## SUPPLIED MATERIAL

================================

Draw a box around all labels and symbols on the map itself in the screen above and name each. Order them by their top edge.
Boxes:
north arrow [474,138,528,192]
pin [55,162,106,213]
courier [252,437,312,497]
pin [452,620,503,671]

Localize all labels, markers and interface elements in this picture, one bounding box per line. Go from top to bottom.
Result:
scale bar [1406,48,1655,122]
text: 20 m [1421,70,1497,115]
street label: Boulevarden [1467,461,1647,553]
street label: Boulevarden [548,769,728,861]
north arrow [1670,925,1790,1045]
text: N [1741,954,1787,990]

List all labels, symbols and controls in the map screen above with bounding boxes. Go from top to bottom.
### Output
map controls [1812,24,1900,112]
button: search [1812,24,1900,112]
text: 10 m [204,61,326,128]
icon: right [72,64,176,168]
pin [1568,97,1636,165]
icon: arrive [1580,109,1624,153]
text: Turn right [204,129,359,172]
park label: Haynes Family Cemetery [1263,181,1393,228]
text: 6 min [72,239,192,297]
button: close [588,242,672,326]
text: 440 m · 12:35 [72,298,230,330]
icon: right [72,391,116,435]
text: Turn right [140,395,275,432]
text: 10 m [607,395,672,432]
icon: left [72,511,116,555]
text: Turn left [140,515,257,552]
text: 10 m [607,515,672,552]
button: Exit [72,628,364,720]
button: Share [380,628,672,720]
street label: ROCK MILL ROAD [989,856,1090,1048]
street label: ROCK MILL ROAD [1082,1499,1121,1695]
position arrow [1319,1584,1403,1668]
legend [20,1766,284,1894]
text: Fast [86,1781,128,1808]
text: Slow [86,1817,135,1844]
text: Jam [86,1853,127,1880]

================================

## WORK ORDER
Your reply should repeat the entries above in full, with every character intact.

## SOLUTION TO THIS PROBLEM
Draw a box around all labels and symbols on the map itself in the screen above and name each. Order them by their top edge.
Boxes:
north arrow [474,138,528,192]
pin [55,162,106,213]
courier [252,437,312,497]
pin [452,620,503,671]

Localize all labels, markers and interface elements in this picture, one bounding box per line. Go from top to bottom.
Result:
scale bar [1406,48,1655,122]
text: 20 m [1421,70,1497,115]
street label: Boulevarden [1467,461,1647,553]
street label: Boulevarden [548,769,728,861]
north arrow [1670,925,1790,1045]
text: N [1741,954,1787,990]

List all labels, symbols and controls in the map screen above with bounding boxes. Go from top to bottom.
### Output
map controls [1812,24,1900,112]
button: search [1812,24,1900,112]
text: 10 m [204,61,326,128]
icon: right [72,64,176,168]
pin [1568,97,1636,165]
icon: arrive [1580,109,1624,153]
text: Turn right [204,129,359,172]
park label: Haynes Family Cemetery [1263,181,1393,228]
text: 6 min [72,239,192,297]
button: close [588,242,672,326]
text: 440 m · 12:35 [72,298,230,330]
icon: right [72,391,116,435]
text: Turn right [140,395,275,432]
text: 10 m [607,395,672,432]
icon: left [72,511,116,555]
text: Turn left [140,515,257,552]
text: 10 m [607,515,672,552]
button: Exit [72,628,364,720]
button: Share [380,628,672,720]
street label: ROCK MILL ROAD [989,856,1090,1048]
street label: ROCK MILL ROAD [1082,1499,1121,1695]
position arrow [1319,1584,1403,1668]
legend [20,1766,284,1894]
text: Fast [86,1781,128,1808]
text: Slow [86,1817,135,1844]
text: Jam [86,1853,127,1880]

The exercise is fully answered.